— И что же, — не удержался Герард, — разбудили? — Он увидел застывшее бледное лицо Кибальчича и, устыдившись, заговорил быстро: — Простите, Николай Иванович, вы и сейчас думаете, что террор… дает результаты, к которым вы стремились?
— Увидим. — В голосе Кибальчича послышалась непреклонность. — После первого марта страна еще в шоке. Отзовется, Владимир Николаевич. Мы изложили свои требования Александру Третьему. Быть или не быть террору в дальнейшем — решать царю и правительству. Что же касается самой тактики террора… Ее считают единственно правильной все члены Исполнительного комитета, вся "Народная воля". А я член партии и подчиняюсь ее дисциплине.
И все-таки, Николай Иванович… Вы и сейчас сторонник тактики террора?
— Сейчас? — Кибальчич быстро прошелся по камере. — У меня появились сомнения. Впрочем, не сегодня, не после первого марта.
— Вот как? — вырвалось у адвоката Герарда. — Когда же?

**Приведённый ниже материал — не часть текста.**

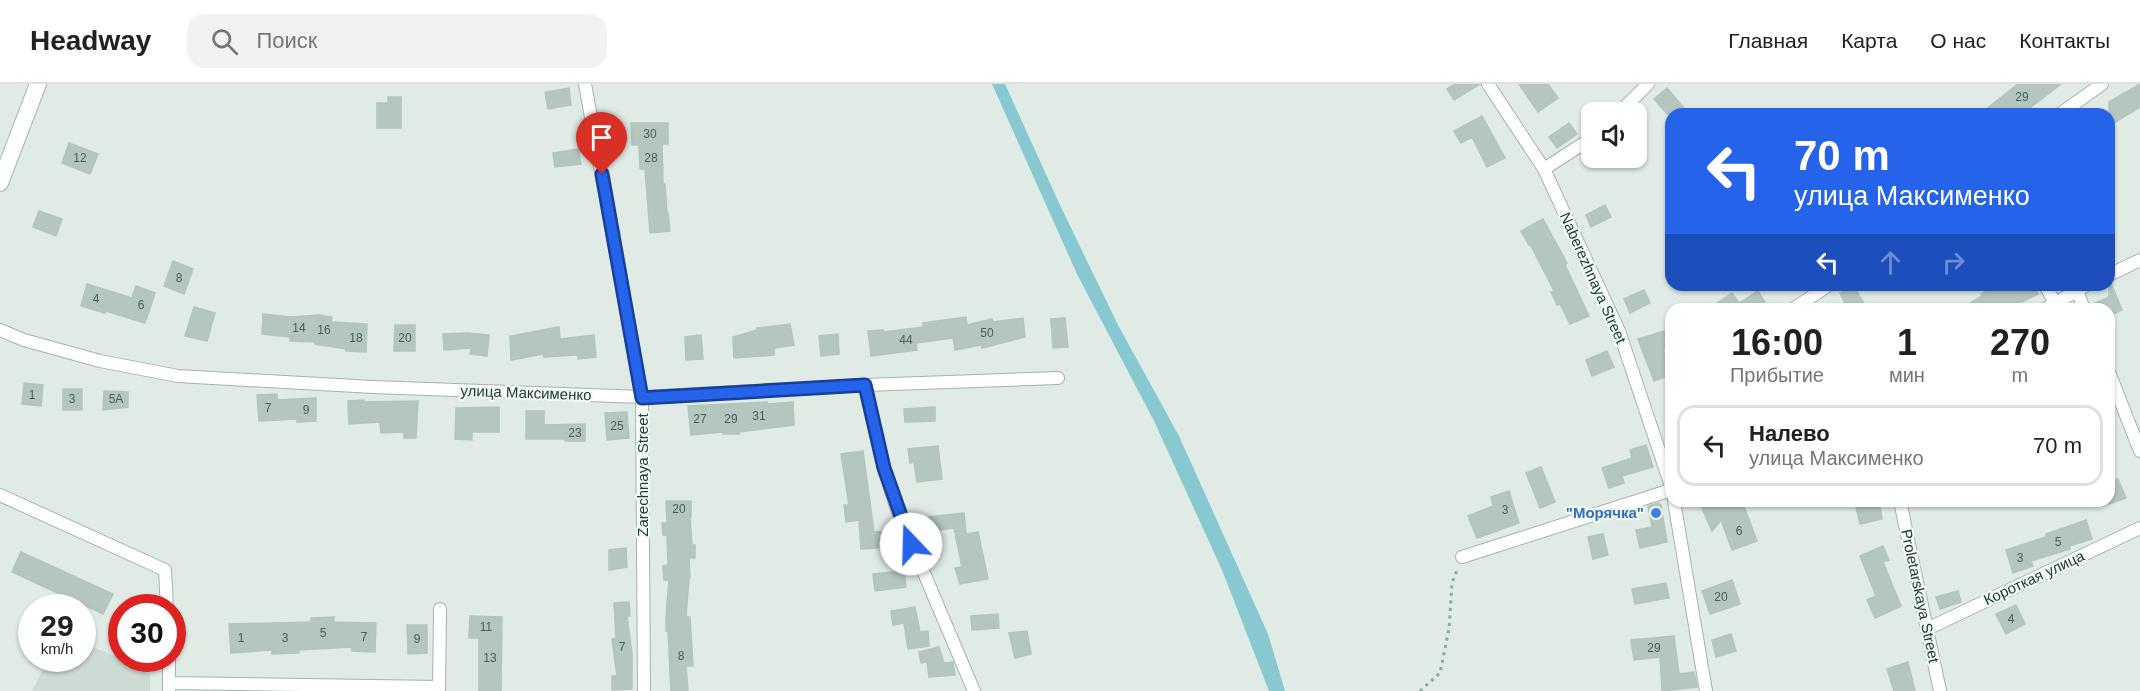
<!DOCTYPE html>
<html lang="ru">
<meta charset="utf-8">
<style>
:root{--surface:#fff;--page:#f2f2f2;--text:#202124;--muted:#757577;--line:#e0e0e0}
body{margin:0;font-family:Arial,sans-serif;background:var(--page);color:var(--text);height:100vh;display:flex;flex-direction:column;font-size:22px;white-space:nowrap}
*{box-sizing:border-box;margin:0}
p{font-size:20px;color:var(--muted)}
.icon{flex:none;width:33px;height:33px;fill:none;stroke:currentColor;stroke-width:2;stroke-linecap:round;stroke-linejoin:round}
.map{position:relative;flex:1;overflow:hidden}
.side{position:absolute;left:1665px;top:219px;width:450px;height:204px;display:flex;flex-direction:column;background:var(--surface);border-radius:18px;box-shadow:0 2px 4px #0004}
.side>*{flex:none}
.hud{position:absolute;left:1665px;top:24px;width:450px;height:183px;border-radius:18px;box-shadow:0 2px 4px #0004;background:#2563eb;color:#fff;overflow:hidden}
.controls{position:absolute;left:1581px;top:18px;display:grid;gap:12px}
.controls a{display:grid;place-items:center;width:66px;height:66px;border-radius:12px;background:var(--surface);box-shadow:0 2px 4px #0004;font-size:30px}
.speed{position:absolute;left:18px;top:510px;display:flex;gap:12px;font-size:30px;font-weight:700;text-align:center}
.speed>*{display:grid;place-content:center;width:78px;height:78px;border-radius:50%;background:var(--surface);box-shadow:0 2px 4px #0004;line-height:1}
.speed small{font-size:15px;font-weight:400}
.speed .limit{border:9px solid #d22;background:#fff;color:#111}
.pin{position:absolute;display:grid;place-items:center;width:51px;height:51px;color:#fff;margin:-62px -26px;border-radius:50% 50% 50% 0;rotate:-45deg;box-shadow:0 0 6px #0007}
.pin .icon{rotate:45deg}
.me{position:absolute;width:66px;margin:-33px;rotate:339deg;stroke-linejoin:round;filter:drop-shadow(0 0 4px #0008)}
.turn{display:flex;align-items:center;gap:21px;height:126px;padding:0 30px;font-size:27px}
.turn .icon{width:78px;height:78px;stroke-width:2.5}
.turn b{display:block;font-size:42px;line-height:51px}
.lanes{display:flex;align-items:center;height:57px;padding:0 30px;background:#0003;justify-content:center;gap:30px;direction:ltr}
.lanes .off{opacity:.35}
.eta{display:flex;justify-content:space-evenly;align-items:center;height:102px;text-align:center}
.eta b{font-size:36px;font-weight:800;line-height:42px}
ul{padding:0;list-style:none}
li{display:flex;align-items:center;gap:18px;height:81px;margin:0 12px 9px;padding:0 18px;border:3px solid var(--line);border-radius:18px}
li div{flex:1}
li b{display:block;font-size:22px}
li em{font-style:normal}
header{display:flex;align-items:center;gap:36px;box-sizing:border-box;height:84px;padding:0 30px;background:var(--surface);border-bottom:2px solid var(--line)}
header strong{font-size:28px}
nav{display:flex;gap:33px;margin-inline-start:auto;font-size:21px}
.search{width:420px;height:54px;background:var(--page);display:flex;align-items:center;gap:15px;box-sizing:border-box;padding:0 21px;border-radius:18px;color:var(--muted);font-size:22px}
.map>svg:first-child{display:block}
.built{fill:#cedbd5}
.water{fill:#87c8d1}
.building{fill:#b5c6bf;stroke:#b2c5bc;stroke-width:1.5}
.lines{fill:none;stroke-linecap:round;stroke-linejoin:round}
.street-casing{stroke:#a3b3ad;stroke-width:14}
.secondary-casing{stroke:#9fb7ad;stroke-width:18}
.path{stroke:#80af9f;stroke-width:3;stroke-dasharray:3 4.5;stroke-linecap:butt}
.street{stroke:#fff;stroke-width:12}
.secondary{stroke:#fff;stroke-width:16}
.route-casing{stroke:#184099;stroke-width:15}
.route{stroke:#2563eb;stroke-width:10}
.shop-dot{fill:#3f7fe0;stroke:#f0f8f4;stroke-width:2}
.labels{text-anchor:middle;stroke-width:4.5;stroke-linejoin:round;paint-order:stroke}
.number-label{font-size:12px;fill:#465e56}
.street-label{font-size:15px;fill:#213c33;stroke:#f0f8f4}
.shop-label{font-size:15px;font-weight:bold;fill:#366cbe;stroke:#f0f8f4;text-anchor:end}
</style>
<header>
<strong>Headway</strong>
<div class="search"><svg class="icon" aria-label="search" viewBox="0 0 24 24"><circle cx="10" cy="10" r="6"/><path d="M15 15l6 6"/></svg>Поиск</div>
<nav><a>Главная</a><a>Карта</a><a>О нас</a><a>Контакты</a></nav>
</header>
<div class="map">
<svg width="2140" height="607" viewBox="0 0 2140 607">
<rect width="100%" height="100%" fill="#e0ebe6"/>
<path class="built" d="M83 559 117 573 150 591V607H32L48 575 82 574Z"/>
<path class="water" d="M992 0H1005L1059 119 1118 241 1179 352 1268 550 1285 607H1269L1222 486 1154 337 1077 190Z"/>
<path class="building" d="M1455 0H1480L1454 16 1447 5Z
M1519 0H1548L1558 14 1538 28Z
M2018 0H2061L2022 30H1980Z
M2140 0V23L2109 42V18Z
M569 4 571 21 548 25 545 8Z
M1667 4 1689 30H1667L1654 15Z
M388 13H401V44H377V19H388Z
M1482 32 1505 74 1487 83 1472 53 1461 59 1454 47Z
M631 39H668V60H662L663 100H665L667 129H668L670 147 650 149 645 85H640L639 61H632Z
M1569 39 1577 50 1557 64 1549 53Z
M69 59 98 70 90 90 62 79Z
M578 65 581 80 555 83 553 69Z
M1605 121 1611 133 1591 143 1586 131Z
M39 127 62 135 56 152 33 143Z
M1543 135 1567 179 1565 181 1589 232 1570 240 1560 220 1557 221 1551 208 1554 207 1530 160 1529 161 1521 147Z
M173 177 193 185 184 210 164 202Z
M2109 199H2111L2122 226 2109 232V225H2092L2091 221 2109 213Z
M87 200 132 214 136 202 155 209 145 239 106 227 105 229 81 222Z
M1996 201 2001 207 2012 201H2033L2038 210 2008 225H1960L1982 212 1981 210Z
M1854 202 1867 225H1848L1840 209Z
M1644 206 1650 219 1630 229 1624 215Z
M1758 207 1769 225H1708L1732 209 1739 219Z
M194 223 215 229 207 257 185 252Z
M263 230 291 233 320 231 332 233 331 238 367 240 366 268 346 267V265L315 260V258L290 257V253L262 250Z
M966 233 967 241 992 235 993 238 1023 234 1025 253 982 264 981 261 955 266 953 254 916 259 917 266 871 272 868 247 883 246 884 248 923 243V239Z
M1065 234 1068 263 1053 264 1051 235Z
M790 240 794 261 774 264V271L734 274 733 253 757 246V244Z
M395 241H415V267H394Z
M559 243 560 255 594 251 596 273 578 275V271L544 273 543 270 511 276 510 252Z
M1665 247 1671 264 1663 266 1671 291 1654 297 1638 255Z
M468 249 489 251 487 272 470 270 471 264 444 266 443 250Z
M838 250 839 270 821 272 819 252Z
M701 251 703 275 686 276 685 253Z
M1607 267 1614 283 1592 292 1586 276Z
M24 299 43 301 41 322 22 320Z
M63 305H82V326H63Z
M104 307 128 308V323L103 326Z
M277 310V316L316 314V337L297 338V335L259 337 257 311Z
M364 316V318L418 317 416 354H404V348L381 349 380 338 349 340 348 317Z
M767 318 768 320 793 318 794 341 739 348V350H723V348L691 351 688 322Z
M499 323V348H472V356L455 355 456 324Z
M935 323V337L905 338 904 325Z
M526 327H544V341L585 340V357H565V355H526Z
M627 328 629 354 607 356 605 329Z
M1646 361 1653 383 1622 392 1624 399 1609 404 1602 384 1632 374 1630 366Z
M938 362 942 395 917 398 914 378 910 379 908 365Z
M863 367 874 448 892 447 893 463 861 465 859 436 846 438 844 421H849L841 370Z
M1541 383 1555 418 1540 424 1526 389Z
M2118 395 2126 414 2109 420V398Z
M1509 407 1519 439 1477 454 1468 432 1493 422 1491 413Z
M666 417H691V433H690L692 461H695V474H689L690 494 689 495 686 533H690L693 582H686L688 607H671L668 547H666V533L669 496H664L663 482 668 481 667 451H663L662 439H667Z
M1715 417H1742L1757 457 1732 466 1721 436 1712 447 1701 422Z
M1879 418 1882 435 1860 440 1856 423Z
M1659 419V422L1661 421 1667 458 1640 464 1636 446 1652 443 1648 422Z
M964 429 966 450 978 448 988 495 960 500 955 484 962 483 954 444 930 447 928 433Z
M2086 436 2092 455 2069 462 2070 465 2031 477 2033 482 2013 489 2006 466 2046 453V450Z
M1603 450 1608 471 1593 475 1588 453Z
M1883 462 1889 476 1883 478 1901 522 1875 534 1867 516 1876 512 1860 472Z
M626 464 627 483 609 486V466Z
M21 468 113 510 103 530 12 488Z
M904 487 906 503 875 507 873 490Z
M1732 496 1740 520 1710 530 1702 507Z
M1666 499 1669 514 1635 520 1632 505Z
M1958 507 1961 518 1940 525 1936 513Z
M629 518 630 532H627L632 570V605L612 606V592H617L612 555 616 554 614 519Z
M2016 521 2025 540 2006 550 1996 530Z
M915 523 920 548 928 547 929 562 908 565 904 539 893 541 891 527Z
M998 530 999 544 972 546 971 532Z
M470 532 502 533 501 607H479V554H469Z
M334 533V538L376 539 375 568 352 567V563L299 566V569L272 570V566L231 569 229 540 311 538V534Z
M407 541H427V569L408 570Z
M1027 547 1031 570 1015 574 1009 549Z
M1731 550 1736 567 1716 573 1712 556Z
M1674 552 1679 590 1694 588 1697 603 1662 607 1660 573 1634 576 1631 556Z
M939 563 944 579 953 578 955 591 929 593 927 578 921 579 919 568Z
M1908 578 1915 607H1894L1887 585Z"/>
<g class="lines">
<defs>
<path id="street" d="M585 0 642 313 644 607
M1488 0 1544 85 1619 247 1671 402
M1620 28 1648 0
M2060 30 2102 0
M1544 85 1592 54
M2109 191 2140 176
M2045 201 2055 219
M2077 206 2084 225
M1793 225 1829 201
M2045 225 2087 201
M0 246 24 256 100 277 178 292 373 303 642 313 865 301 1058 294
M2109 288 2140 367
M865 301 884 384 896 423 974 607
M0 411 165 486 167 524
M1674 417 1706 607
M1900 417 1940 607
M1462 473 1671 406
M1927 545 2140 444
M169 574V606
M170 599 439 603
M439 607 440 525"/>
<path id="secondary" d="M0 99 38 0"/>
</defs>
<use href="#street" class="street-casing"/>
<use href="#secondary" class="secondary-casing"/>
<path class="path" d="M1420 607 1440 589 1449 545 1452 499 1457 486"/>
<use href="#street" class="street"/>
<use href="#secondary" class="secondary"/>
</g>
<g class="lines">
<defs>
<path id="route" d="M602 90 642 314 865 301 884 384 911 460"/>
</defs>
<use href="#route" class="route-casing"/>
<use href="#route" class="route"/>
</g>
<circle class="shop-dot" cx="1656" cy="429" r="6"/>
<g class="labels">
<g class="number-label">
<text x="2022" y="17">29</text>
<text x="650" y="54">30</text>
<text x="80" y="78">12</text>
<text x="651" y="78">28</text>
<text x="179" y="198">8</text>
<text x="96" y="219">4</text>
<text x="141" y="225">6</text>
<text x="299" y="248">14</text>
<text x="324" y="250">16</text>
<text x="987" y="253">50</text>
<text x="356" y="258">18</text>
<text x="405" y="258">20</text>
<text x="906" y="260">44</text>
<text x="32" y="315">1</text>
<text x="72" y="319">3</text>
<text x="116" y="319">5А</text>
<text x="268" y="328">7</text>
<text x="306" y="330">9</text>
<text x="759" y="336">31</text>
<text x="700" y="339">27</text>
<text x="731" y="339">29</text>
<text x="617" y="346">25</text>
<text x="575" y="353">23</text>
<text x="679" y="429">20</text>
<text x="1505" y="430">3</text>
<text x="1739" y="451">6</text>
<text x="2058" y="462">5</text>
<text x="2020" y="478">3</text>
<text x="1721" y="517">20</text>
<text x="2011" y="539">4</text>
<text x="486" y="547">11</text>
<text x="323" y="553">5</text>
<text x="364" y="557">7</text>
<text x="241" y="558">1</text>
<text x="285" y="558">3</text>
<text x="417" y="559">9</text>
<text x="622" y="567">7</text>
<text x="1654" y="568">29</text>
<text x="681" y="576">8</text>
<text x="490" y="578">13</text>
</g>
<g class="street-label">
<text transform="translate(1593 194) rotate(66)" y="5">Naberezhnaya Street</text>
<text transform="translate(526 309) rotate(2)" y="5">улица Максименко</text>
<text transform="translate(643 391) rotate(-90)" y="5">Zarechnaya Street</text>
<text transform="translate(2034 494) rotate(-25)" y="5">Короткая улица</text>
<text transform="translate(1920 512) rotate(78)" y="5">Proletarskaya Street</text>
</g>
<g class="shop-label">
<text x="1644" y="434">"Морячка"</text>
</g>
</g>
</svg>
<div class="controls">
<a><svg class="icon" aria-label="sound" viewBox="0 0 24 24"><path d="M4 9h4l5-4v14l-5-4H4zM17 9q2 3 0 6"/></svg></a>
</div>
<div class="speed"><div>29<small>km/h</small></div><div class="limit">30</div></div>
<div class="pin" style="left:602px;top:90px;background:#d93025"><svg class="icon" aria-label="arrive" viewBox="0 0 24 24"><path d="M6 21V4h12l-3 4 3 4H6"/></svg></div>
<svg class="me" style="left:911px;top:460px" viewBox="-20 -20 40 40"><circle r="19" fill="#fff"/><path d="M0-13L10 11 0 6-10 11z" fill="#2563eb"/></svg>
<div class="hud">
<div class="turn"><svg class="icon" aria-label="left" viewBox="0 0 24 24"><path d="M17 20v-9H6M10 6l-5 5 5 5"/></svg><div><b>70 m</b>улица Максименко</div></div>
<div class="lanes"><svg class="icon" aria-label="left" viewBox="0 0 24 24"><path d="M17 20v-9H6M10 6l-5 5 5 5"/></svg><svg class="icon off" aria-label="ahead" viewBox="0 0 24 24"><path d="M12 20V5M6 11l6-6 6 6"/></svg><svg class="icon off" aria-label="right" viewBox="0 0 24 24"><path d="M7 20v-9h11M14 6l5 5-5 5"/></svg></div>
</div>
<section class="side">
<div class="eta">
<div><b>16:00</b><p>Прибытие</p></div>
<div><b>1</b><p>мин</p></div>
<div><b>270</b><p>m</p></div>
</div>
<ul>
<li><svg class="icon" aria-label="left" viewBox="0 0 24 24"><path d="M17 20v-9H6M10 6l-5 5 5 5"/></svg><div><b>Налево</b><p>улица Максименко</p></div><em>70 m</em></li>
</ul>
</section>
</div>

— К нашему делу, Владимир Николаевич, это не имеет никакого отношения. Это только мое. Что вас еще интересует по существу моей защиты на суде?
Развивать тему о тактике террора дальше Кибальчич отказался.
"Почему?" — недоумевал Герард.
Они проговорили еще около часа. Владимир Николаевич, уже контурно выстроив в уме свою защитительную речь, уточнял частности и детали.
— Не забудьте о моей просьбе, — сказал на прощание Кибальчич. — Приговор специалистов о проекте для меня важнее, чем приговор суда.
— Все сделаю, Николай Иванович. — Но снова адвокат Герард не понимал своего подзащитного. "Как можно сие говорить? При чем тут сейчас какой-то проект? Или поза?.."
"Что получается? Двадцать седьмого марта 1878 года Кибальчича привозят из Киева в Петербург, помещают в камере дома предварительного заключения, а первого мая уже суд. Значит, тридцать четыре дня…"
Владимир Николаевич, сидя в кресле своего кабинета и рисуя на листе гербовой бумаги остро заточенным карандашом веселых чертиков, не хотел верить в то, что ему открылось.
"Выходит, чуть больше чем за месяц в мировоззрении моего подзащитного происходит этот губительный переворот: он отказывается от тактики мирно просвещать народ, жить и работать среди него и встает на позиции террора. Все это за время пребывания в доме предварительного заключения? Но так не бывает…"
Между тем адвокат Герард был абсолютно прав.
Как уже говорилось, к моменту появления Кибальчича в северной столице "процесс 193-х" закончился, но почти все, кто оказался на скамье подсудимых, оставались в доме предварительного заключения, дожидаясь высылки в места заключения. Администрация под давлением общественности пошла на некоторые уступки, и на короткое время в тюрьме установился "республиканский строй". Кибальчич сказался в центре жарких дебатов и споров. Он, пожалуй, единственный еще тут верил в "мужика-коммуниста" и возможность мирной пропаганды в народе. Все прошедшие через "процесс 193-х" отказывались от старой тактики, были разочарованы в самой идее "хождения в народ" — и главное, все сходились на том, что мирно и свободно работать среди крестьянства не даст правительство: в этом все они убедились на собственном опыте. И значит, новая тактика — политическая борьба с правительством и как самая действенная мера этой борьбы — террористические акты. Идея "малой крови" в достижении цели…
Трудно, мучительно, хотя по времени действительно "быстро", Кибальчич переходил в новую веру.
Если бы история сохранила нам эту переписку!
У Кибальчича появился оппонент в спорах, жилец соседней камеры — Екатерина Константиновна Брешко-Брешковская, приговоренная к каторжным работам на пять лет и убежденная сторонница тактики террора. Между ней и Кибальчичем завязалась переписка-полемика. Несколько десятков писем, длинных и обстоятельных, написал Екатерине Константиновне Кибальчич, отстаивая свои позиции и постепенно отступая под натиском аргументов в пользу новой тактики. Наверняка влияла на Николая Ивановича вся атмосфера дома предварительного заключения в тот переломный в его жизни месяц…
Впоследствии Брешко-Брешковская говорила в своих воспоминаниях об этой необычной тюремной переписке: "…Разбирая эволюцию своего миросозерцания, перебирая хотя и постепенную, но крупную душевную ломку, оставляя позади себя теорию мирной пропаганды и склоняясь все больше и больше в сторону чисто революционной борьбы, Кибальчич, как человек с глубокой натурой, переживал тогда очень трудный, очень тяжелый и потому всецело захвативший его период развития… По мере того как Кибальчич отвоевывал своей упорной работой мысли одно положение за другим, он становился все ближе к нам".